→ EXERCISE DESCRIPTION
From the first line of the data below through the line holding "function fillPath(path, color)", write out each line exactly as it stands.
-------- SUPPLIED RECORDS
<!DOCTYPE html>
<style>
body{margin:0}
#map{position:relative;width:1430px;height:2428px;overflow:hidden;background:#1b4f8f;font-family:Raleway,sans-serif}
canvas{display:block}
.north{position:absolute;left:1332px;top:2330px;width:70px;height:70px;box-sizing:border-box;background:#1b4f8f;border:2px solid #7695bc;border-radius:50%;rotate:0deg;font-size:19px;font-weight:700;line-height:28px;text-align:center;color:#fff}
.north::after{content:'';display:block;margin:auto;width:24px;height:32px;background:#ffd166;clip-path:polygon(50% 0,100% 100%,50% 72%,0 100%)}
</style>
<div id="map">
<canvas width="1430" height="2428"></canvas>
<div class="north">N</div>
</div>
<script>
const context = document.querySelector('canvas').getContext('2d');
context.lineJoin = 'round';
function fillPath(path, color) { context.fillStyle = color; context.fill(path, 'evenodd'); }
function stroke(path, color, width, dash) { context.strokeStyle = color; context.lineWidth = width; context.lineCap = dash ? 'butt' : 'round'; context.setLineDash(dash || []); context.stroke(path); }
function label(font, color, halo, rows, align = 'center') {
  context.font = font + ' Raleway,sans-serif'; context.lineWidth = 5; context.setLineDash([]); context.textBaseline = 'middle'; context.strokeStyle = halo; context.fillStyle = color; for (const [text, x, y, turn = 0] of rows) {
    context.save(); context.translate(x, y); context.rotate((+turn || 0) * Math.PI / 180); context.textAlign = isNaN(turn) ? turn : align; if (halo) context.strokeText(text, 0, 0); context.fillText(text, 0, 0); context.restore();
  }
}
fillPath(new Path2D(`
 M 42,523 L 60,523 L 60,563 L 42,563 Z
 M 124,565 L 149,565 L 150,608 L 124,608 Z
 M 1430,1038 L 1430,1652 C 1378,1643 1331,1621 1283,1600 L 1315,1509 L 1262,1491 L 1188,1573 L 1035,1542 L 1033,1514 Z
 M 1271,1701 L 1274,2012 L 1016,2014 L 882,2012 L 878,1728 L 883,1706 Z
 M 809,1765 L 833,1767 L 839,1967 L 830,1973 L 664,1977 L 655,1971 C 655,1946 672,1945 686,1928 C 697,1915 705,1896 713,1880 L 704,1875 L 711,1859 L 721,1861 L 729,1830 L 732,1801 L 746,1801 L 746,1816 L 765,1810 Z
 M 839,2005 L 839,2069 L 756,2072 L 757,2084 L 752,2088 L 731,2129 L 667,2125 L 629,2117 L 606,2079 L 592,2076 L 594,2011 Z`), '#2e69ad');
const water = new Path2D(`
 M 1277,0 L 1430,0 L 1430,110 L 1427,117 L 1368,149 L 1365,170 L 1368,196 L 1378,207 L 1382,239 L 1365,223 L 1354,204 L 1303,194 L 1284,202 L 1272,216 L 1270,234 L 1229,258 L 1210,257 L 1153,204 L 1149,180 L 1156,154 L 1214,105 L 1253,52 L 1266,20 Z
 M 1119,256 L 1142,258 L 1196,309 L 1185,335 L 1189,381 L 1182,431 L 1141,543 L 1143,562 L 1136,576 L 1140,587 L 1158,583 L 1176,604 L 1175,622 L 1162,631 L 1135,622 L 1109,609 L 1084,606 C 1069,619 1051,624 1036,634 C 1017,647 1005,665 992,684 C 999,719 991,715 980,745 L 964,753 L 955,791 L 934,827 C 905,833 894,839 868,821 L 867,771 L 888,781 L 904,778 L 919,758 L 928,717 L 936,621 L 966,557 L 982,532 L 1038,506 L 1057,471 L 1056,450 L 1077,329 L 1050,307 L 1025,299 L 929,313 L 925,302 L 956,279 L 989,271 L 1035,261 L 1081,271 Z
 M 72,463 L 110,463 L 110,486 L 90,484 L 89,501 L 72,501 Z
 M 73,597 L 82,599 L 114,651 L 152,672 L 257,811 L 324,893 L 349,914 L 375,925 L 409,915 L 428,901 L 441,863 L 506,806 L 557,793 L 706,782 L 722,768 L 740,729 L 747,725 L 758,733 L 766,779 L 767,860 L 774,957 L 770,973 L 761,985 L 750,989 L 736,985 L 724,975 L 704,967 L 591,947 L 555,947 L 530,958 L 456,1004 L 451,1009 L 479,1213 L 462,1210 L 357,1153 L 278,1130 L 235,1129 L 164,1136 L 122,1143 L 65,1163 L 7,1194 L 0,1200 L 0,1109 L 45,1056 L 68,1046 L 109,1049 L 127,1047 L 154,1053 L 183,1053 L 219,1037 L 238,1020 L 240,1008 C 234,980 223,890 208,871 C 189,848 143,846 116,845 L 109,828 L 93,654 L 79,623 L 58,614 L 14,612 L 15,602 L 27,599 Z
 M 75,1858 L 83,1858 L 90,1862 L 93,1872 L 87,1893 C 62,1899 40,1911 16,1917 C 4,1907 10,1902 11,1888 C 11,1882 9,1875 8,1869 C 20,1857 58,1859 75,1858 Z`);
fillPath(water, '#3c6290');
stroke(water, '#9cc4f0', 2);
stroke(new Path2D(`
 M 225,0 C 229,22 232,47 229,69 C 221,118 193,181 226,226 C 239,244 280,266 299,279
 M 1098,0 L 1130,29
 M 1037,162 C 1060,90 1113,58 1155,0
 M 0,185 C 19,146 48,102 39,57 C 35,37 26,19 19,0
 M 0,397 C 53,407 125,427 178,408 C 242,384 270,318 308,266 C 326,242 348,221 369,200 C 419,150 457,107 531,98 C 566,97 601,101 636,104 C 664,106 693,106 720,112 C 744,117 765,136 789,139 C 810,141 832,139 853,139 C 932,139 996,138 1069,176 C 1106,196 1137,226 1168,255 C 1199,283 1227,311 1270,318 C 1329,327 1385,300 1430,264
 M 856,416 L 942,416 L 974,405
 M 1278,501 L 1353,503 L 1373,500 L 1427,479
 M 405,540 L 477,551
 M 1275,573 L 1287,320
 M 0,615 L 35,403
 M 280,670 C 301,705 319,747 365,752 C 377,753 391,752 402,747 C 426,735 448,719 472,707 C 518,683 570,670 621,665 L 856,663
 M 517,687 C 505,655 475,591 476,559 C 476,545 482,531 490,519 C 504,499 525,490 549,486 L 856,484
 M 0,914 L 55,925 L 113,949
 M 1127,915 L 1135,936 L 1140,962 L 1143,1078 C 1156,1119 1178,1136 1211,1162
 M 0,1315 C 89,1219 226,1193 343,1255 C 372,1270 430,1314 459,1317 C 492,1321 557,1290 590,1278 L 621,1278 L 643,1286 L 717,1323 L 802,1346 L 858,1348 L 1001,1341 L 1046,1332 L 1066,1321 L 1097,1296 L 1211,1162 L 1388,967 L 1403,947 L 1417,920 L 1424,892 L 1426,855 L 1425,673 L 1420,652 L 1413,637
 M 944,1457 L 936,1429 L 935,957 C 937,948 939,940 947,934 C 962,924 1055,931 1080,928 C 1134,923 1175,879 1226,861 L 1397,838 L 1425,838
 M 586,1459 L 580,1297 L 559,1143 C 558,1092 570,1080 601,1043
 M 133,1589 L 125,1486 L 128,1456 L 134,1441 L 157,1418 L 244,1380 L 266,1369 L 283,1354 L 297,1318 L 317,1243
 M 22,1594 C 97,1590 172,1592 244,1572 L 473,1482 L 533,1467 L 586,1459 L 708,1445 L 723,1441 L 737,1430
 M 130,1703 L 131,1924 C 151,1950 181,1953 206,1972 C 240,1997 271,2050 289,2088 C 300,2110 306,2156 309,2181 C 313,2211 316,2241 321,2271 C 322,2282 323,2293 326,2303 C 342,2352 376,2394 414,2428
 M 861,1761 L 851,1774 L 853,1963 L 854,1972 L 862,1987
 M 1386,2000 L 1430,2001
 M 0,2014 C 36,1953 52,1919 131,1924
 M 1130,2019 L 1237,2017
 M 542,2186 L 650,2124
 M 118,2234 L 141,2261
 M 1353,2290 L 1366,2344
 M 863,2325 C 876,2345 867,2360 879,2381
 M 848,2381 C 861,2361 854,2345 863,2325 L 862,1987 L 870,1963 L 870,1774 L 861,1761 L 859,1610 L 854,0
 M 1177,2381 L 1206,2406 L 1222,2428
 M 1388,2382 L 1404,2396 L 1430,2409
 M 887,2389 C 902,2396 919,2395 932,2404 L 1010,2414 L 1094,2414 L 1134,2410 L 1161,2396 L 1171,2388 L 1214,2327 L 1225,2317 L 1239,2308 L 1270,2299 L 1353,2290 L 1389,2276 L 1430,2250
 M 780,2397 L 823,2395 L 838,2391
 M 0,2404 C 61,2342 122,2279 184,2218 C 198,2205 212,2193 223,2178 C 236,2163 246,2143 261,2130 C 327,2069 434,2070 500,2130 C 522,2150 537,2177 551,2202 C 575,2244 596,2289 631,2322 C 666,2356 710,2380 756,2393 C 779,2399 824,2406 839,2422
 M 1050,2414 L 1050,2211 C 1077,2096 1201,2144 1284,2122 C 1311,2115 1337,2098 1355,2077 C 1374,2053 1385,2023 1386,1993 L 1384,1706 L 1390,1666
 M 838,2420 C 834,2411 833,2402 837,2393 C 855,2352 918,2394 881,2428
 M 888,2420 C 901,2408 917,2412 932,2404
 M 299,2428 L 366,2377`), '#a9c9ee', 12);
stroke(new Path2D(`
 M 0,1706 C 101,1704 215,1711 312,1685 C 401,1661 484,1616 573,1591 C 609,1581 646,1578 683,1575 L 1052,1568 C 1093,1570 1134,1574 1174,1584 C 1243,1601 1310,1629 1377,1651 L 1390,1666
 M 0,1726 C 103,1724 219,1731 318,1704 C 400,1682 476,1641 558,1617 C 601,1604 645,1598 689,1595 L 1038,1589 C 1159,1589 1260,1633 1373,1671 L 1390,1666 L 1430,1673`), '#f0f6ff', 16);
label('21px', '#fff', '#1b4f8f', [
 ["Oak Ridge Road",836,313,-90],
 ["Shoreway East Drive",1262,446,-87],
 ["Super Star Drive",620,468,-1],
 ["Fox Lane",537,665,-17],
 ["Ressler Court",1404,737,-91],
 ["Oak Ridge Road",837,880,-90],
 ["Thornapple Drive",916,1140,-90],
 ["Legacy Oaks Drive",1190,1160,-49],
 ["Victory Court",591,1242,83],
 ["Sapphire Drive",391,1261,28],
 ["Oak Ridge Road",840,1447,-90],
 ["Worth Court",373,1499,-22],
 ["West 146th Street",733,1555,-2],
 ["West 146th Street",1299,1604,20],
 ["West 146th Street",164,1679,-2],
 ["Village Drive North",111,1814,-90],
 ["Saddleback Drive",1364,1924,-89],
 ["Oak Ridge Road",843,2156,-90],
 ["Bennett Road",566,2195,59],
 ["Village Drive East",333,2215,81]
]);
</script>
----------------
→ ANSWER SPACE
<!DOCTYPE html>
<style>
body{margin:0}
#map{position:relative;width:1430px;height:2428px;overflow:hidden;background:#1b4f8f;font-family:Raleway,sans-serif}
canvas{display:block}
.north{position:absolute;left:1332px;top:2330px;width:70px;height:70px;box-sizing:border-box;background:#1b4f8f;border:2px solid #7695bc;border-radius:50%;rotate:0deg;font-size:19px;font-weight:700;line-height:28px;text-align:center;color:#fff}
.north::after{content:'';display:block;margin:auto;width:24px;height:32px;background:#ffd166;clip-path:polygon(50% 0,100% 100%,50% 72%,0 100%)}
</style>
<div id="map">
<canvas width="1430" height="2428"></canvas>
<div class="north">N</div>
</div>
<script>
const context = document.querySelector('canvas').getContext('2d');
context.lineJoin = 'round';
function fillPath(path, color) { context.fillStyle = color; context.fill(path, 'evenodd'); }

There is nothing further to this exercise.